7. I Have to Get Dressed Up and I Don’t Like Getting Dressed Up – First, the only places onboard with a dress code are the dining rooms. Second, it’s really more of a pirate-type code. As Barbossa would say, “The code is more what you’d call “guidelines” than actual rules.” Aside from the adult-only restaurant options which do have strict rules for dress, Disney has never been known for enforcing the dress codes in the dining rooms. Most nights are cruise casual which means no shorts, tank tops or swimsuits in the dining rooms. And while the official Disney Cruise Line website doesn’t confirm it yet, recent reports are that Disney ships are going even more casual and taking shorts off that list of no’s. There are formal and semi-formal nights on the longer cruises, so if you don’t want to eat in the dining rooms on dress up nights, let me assure you that you will not go hungry. There are plenty of other options for dinner. Food is abundant.

8. I’ll Gain a Lot of Weight – Speaking of abundant food, many people are concerned about gaining weight on a cruise—and the opportunities are definitely there because dining is one of the highlights of a cruise. Unless you are an uber-foodie, you will probably find the meals among the nicest you’ve ever had when you factor in the service. It’s like eating at the best restaurants at Disney World or Disneyland for breakfast, lunch, and dinner every day of your cruise. My husband has been known to diet before a cruise so he will be at “eating weight” once he gets onboard (insert rant about how much easier it is for men to lose weight here). You do not, however, have to gain weight on the cruise. The fitness center onboard is state of the art (so I’m told anyway – can’t say I’ve actually verified that myself) and deck 4 is a continuous loop for running if you’d rather be outside. There are also lighter options on the menus and fruit and salads abound in the dining areas. So can you gain weight? Absolutely! Do you have to? Nope.

9. I’ll Have to Follow a Certain Schedule – The only schedule you can’t ignore is getting on the ship on time (and the lifeboat drill, you HAVE to go to that as well on embarkation day). You don’t want to miss the ship when it leaves the home port or any additional ports. Other than that, you can do as you please! If you don’t want to go to dinner at a certain time, don’t! Order room service or go up to the top deck and get some pizza! Or a panini! Oh yeah, or a salad! If you don’t want to go to bed early and want to stay up in the clubs dancing the night away, do it! If you don’t want to get off at Castaway Cay (although that’s just crazy talk), don’t! Sleep in and enjoy having the ship practically to yourself. Your schedule truly is your own. It’s your vacation and you need to do what makes you happy. If you’re starting to feel rushed or stressed about missing something – you’re doing it wrong.
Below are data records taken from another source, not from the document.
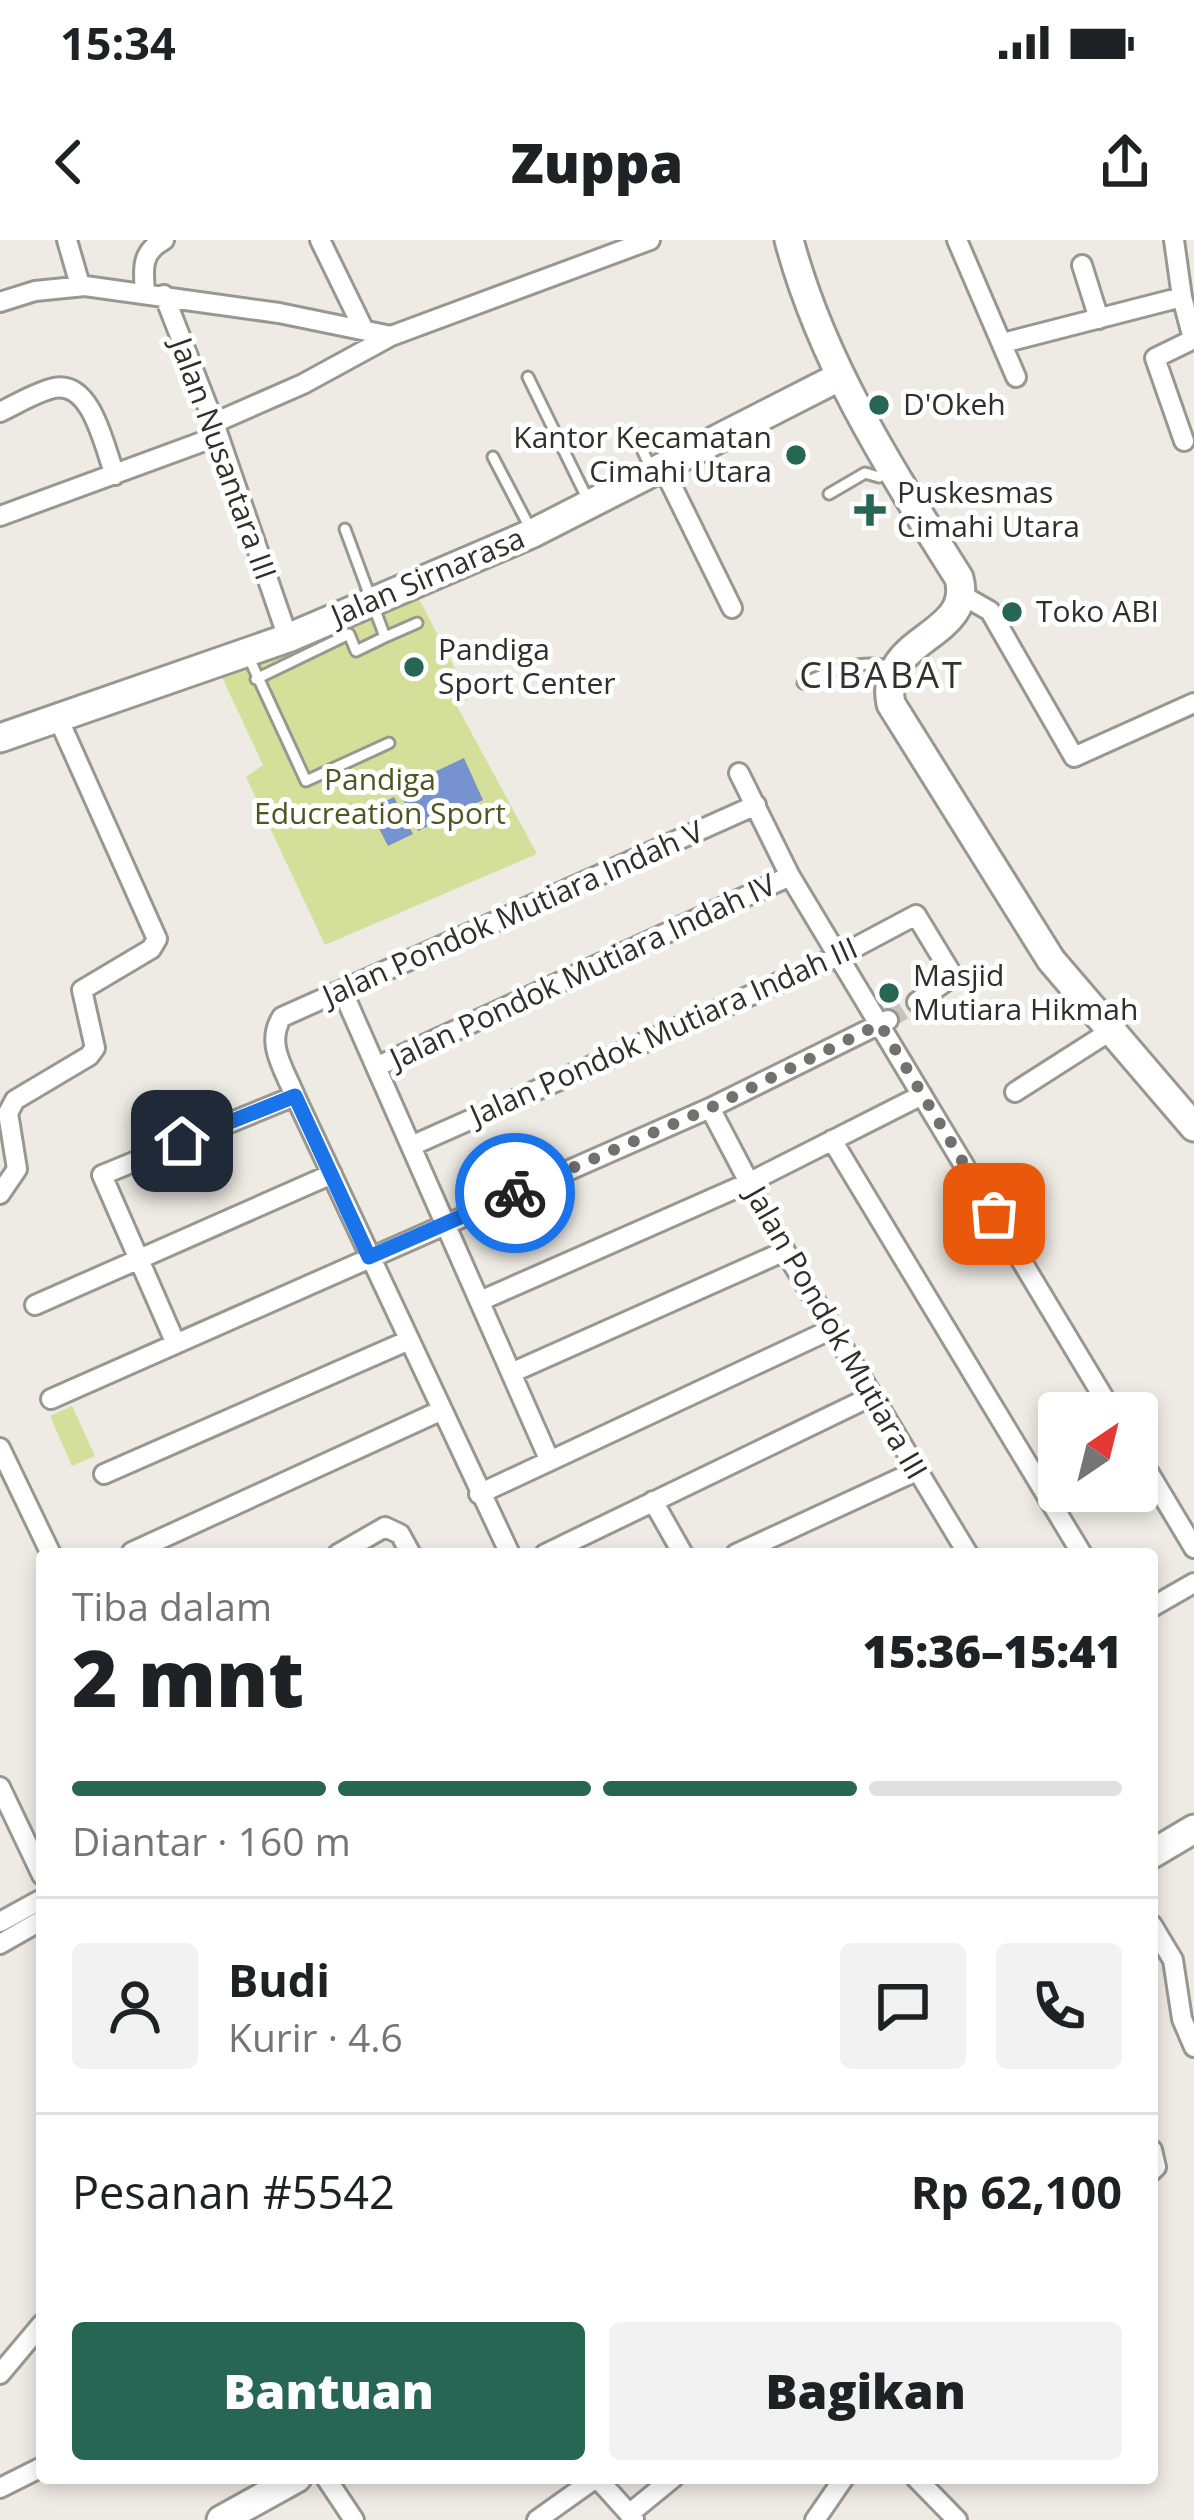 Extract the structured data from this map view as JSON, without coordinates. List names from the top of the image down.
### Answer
{
  "streets": {
    "main road": ["Jalan Sirnarasa"],
    "street": [
      "Jalan Nusantara III",
      "Jalan Pondok Mutiara Indah V",
      "Jalan Pondok Mutiara Indah IV",
      "Jalan Pondok Mutiara Indah III",
      "Jalan Pondok Mutiara III"
    ]
  },
  "crossings": [
    ["Jalan Nusantara III", "Jalan Sirnarasa"]
  ],
  "districts": ["CIBABAT"],
  "parks": ["Pandiga Educreation Sport"],
  "places": {
    "other": [
      "D'Okeh",
      "Kantor Kecamatan Cimahi Utara",
      "Toko ABI",
      "Pandiga Sport Center",
      "Masjid Mutiara Hikmah"
    ],
    "health": ["Puskesmas Cimahi Utara"]
  },
  "north": "top right",
  "page": {
    "status": "15:34",
    "header": "Zuppa",
    "heading": ["2 mnt", "Tiba dalam", "15:36–15:41"],
    "panel": [
      "Budi",
      "Kurir · 4.6",
      "Pesanan #5542",
      "Rp 62,100"
    ],
    "bar": "Diantar · 160 m",
    "buttons": ["Bantuan", "Bagikan"]
  }
} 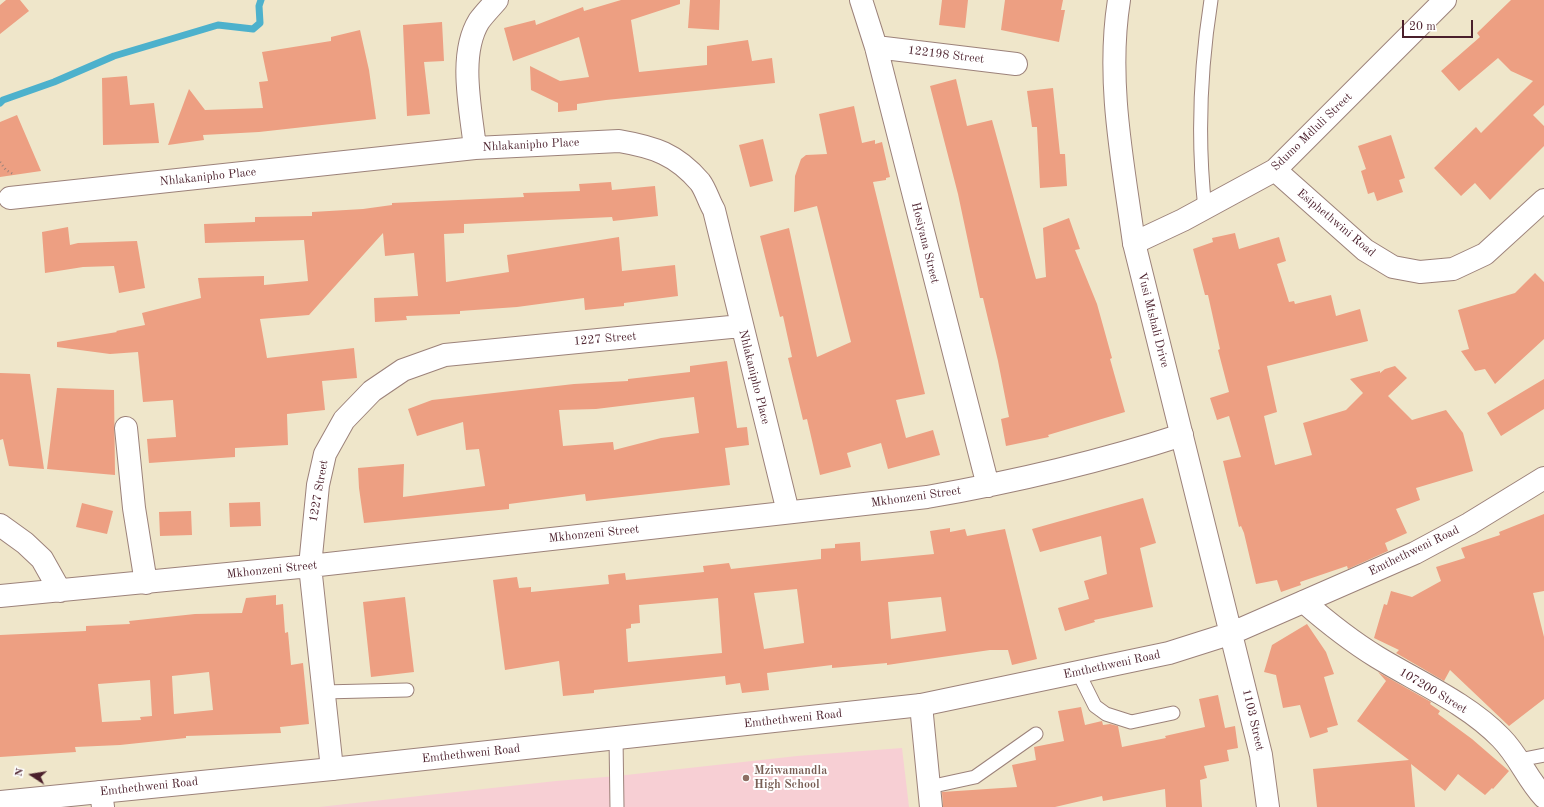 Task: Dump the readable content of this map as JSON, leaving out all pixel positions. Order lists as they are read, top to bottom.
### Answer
{
  "streets": {
    "street": [
      "122198 Street",
      "Sdumo Mdluli Street",
      "Nhlakanipho Place",
      "Esiphethwini Road",
      "Hosiyana Street",
      "Vusi Mtshali Drive",
      "1227 Street",
      "Mkhonzeni Street",
      "Emthethweni Road",
      "107200 Street",
      "1103 Street"
    ]
  },
  "crossings": [
    ["122198 Street", "Hosiyana Street"],
    ["Sdumo Mdluli Street", "Esiphethwini Road"],
    ["Sdumo Mdluli Street", "Vusi Mtshali Drive"],
    ["Nhlakanipho Place", "1227 Street"],
    ["Nhlakanipho Place", "Mkhonzeni Street"],
    ["Hosiyana Street", "Mkhonzeni Street"],
    ["Vusi Mtshali Drive", "Mkhonzeni Street"],
    ["Vusi Mtshali Drive", "Emthethweni Road"],
    ["Vusi Mtshali Drive", "1103 Street"],
    ["1227 Street", "Mkhonzeni Street"],
    ["1227 Street", "Emthethweni Road"],
    ["Emthethweni Road", "107200 Street"],
    ["Emthethweni Road", "1103 Street"]
  ],
  "places": ["Mziwamandla High School"],
  "scale_bar": "20 m",
  "north": "left"
}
10. The Rooms are Tiny – Unless you have splurged on the Roy O. Disney Suite, the rooms are not giant and spacious by any means. But many people are afraid of a room where the door hits the bed when you open it and a claustrophobic attack is threatening every time you’re in it. That’s not the case with Disney Cruise Line. Disney’s standard staterooms are, dare I say it, quite spacious compared to many other cruise lines. Disney pioneered larger staterooms with families in mind. Almost every room has a bath and a half design so two people can get ready at the same time. There’s a curtain worth its weight in gold that divides the main bed from the living area which your stateroom host will magically transform into bunk beds while you are away at dinner. Storage is fairly abundant in the rooms with a decent sized closet, many shelves, drawers, and even trunks in most rooms. Once you’ve unpacked, you may be surprised at how much space you have!
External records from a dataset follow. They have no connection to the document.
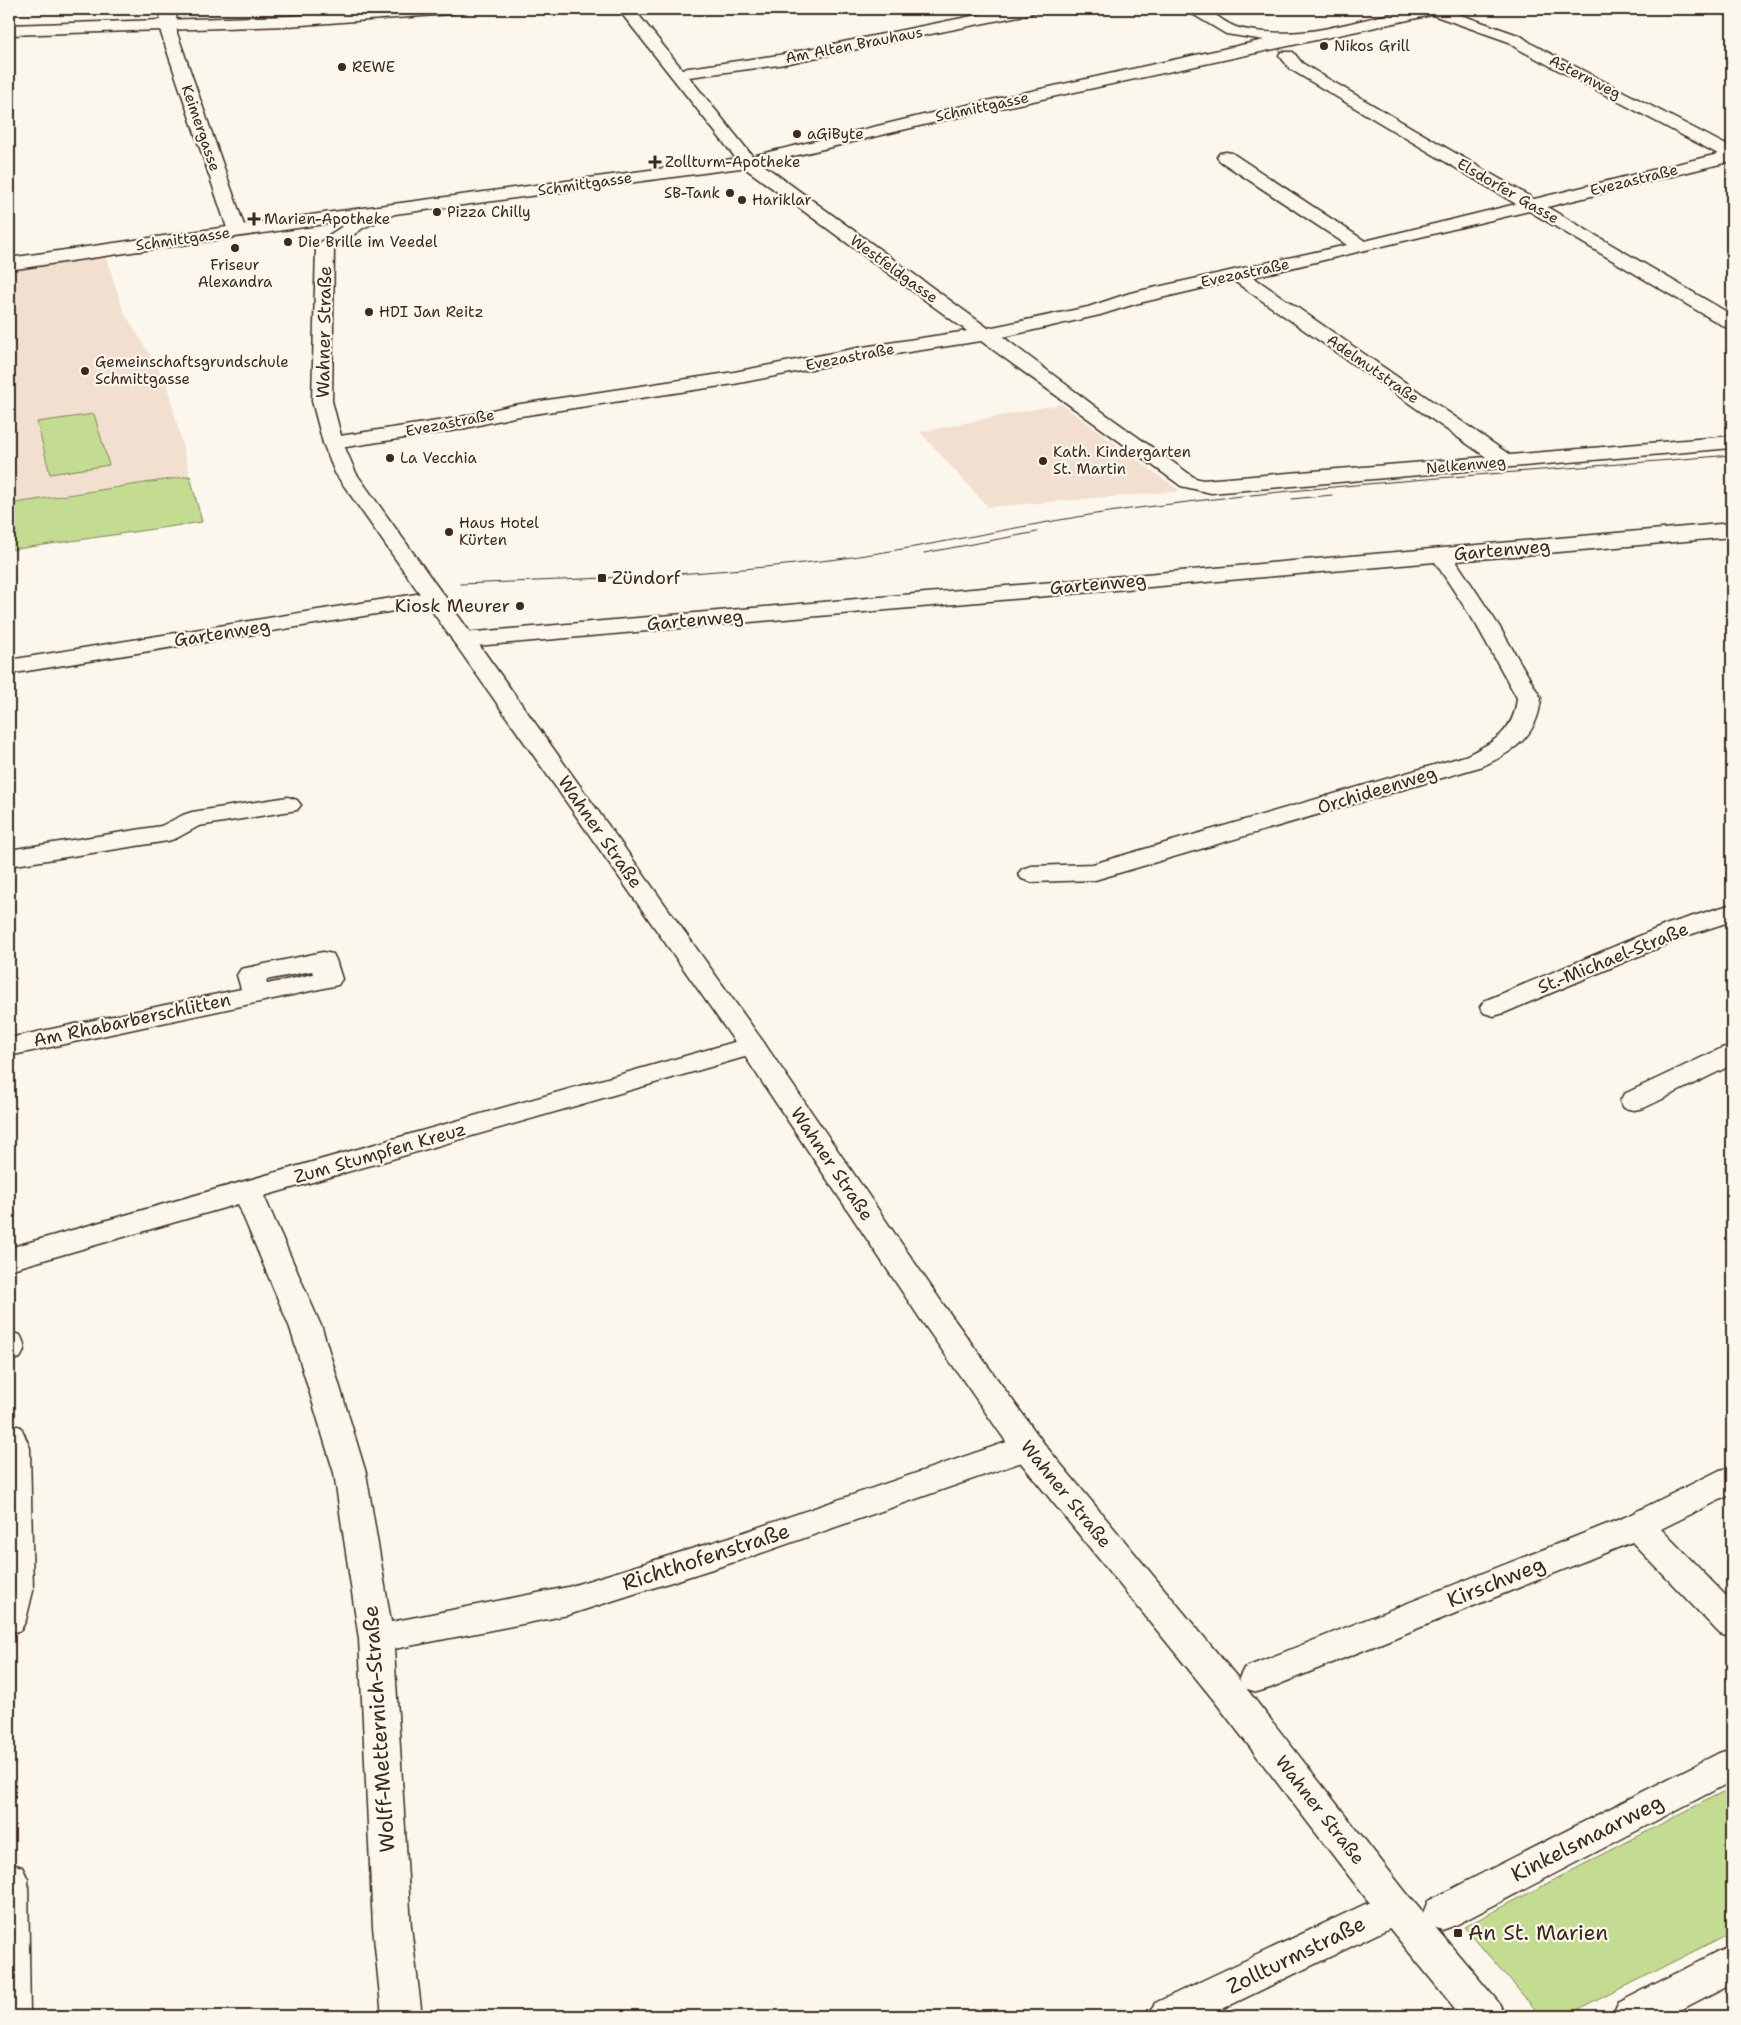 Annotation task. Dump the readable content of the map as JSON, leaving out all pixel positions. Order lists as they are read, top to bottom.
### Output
{
  "streets": {
    "street": [
      "Am Alten Brauhaus",
      "Asternweg",
      "Schmittgasse",
      "Keimergasse",
      "Evezastraße",
      "Elsdorfer Gasse",
      "Westfeldgasse",
      "Wahner Straße",
      "Adelmutstraße",
      "Nelkenweg",
      "Gartenweg",
      "Orchideenweg",
      "St.-Michael-Straße",
      "Am Rhabarberschlitten",
      "Zum Stumpfen Kreuz",
      "Richthofenstraße",
      "Kirschweg",
      "Wolff-Metternich-Straße",
      "Kinkelsmaarweg",
      "Zollturmstraße"
    ]
  },
  "crossings": [
    ["Am Alten Brauhaus", "Westfeldgasse"],
    ["Asternweg", "Evezastraße"],
    ["Schmittgasse", "Keimergasse"],
    ["Schmittgasse", "Westfeldgasse"],
    ["Schmittgasse", "Wahner Straße"],
    ["Evezastraße", "Elsdorfer Gasse"],
    ["Evezastraße", "Westfeldgasse"],
    ["Evezastraße", "Wahner Straße"],
    ["Evezastraße", "Adelmutstraße"],
    ["Westfeldgasse", "Nelkenweg"],
    ["Wahner Straße", "Gartenweg"],
    ["Wahner Straße", "Zum Stumpfen Kreuz"],
    ["Wahner Straße", "Richthofenstraße"],
    ["Wahner Straße", "Zollturmstraße"],
    ["Adelmutstraße", "Nelkenweg"],
    ["Gartenweg", "Orchideenweg"],
    ["Zum Stumpfen Kreuz", "Wolff-Metternich-Straße"],
    ["Richthofenstraße", "Wolff-Metternich-Straße"]
  ],
  "places": {
    "other": [
      "Nikos Grill",
      "REWE",
      "aGiByte",
      "SB-Tank",
      "Hariklar",
      "Pizza Chilly",
      "Die Brille im Veedel",
      "Friseur Alexandra",
      "HDI Jan Reitz",
      "Gemeinschaftsgrundschule Schmittgasse",
      "La Vecchia",
      "Kath. Kindergarten St. Martin",
      "Haus Hotel Kürten",
      "Kiosk Meurer"
    ],
    "health": ["Zollturm-Apotheke", "Marien-Apotheke"],
    "transit": ["Zündorf", "An St. Marien"]
  }
}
So what’s keeping you from trying one? Any myths you may be worried about?


Tammy Whiting

Tammy has been a lover of all things Disney for most of her life. There’s nowhere on this Earth she’d rather be than on a Disney cruise with her family. She’s an Air Force wife and proud mom of two wonderful children and one beautiful daughter-in-law . She fulfilled a lifelong dream in 2008 and became a travel agent specializing in Disney vacations. She now owns her own travel agency - Storybook Destinations. You can reach Tammy at Tammy@StorybookDestinations.com.

37 thoughts on “10 Common Misconceptions about a Disney Cruise

  • August 29, 2013 at 8:07 am

    I was amazed at how adult-friendly the cruise line is. I took a three-day cruise on the Dream in April with my mom, and we barely saw kids at all outside of dinner. We stayed in the adult pool, and went to the adult-only beach on Castaway Cay. It was awesome! The crew members are so strict about keeping the adult areas kid-free that even I was asked to leave a couple of times, and I was there celebrating my 22nd birthday!

    • August 29, 2013 at 2:49 pm

      I agree, Julie! We have thoroughly enjoyed our adult only cruises!

  • August 29, 2013 at 8:10 am

    Just to back up your #9, I ate pretty much what I wanted on our week long Fantasy cruise, but I also committed to using the stairs instead of the elevator. Our room was on deck 7 forward, so we did a bit of walking over the course of the week. When I got home I’d only gained 1/4 of a pound. Now if I could only loose the weight I WANTED to lose before we went.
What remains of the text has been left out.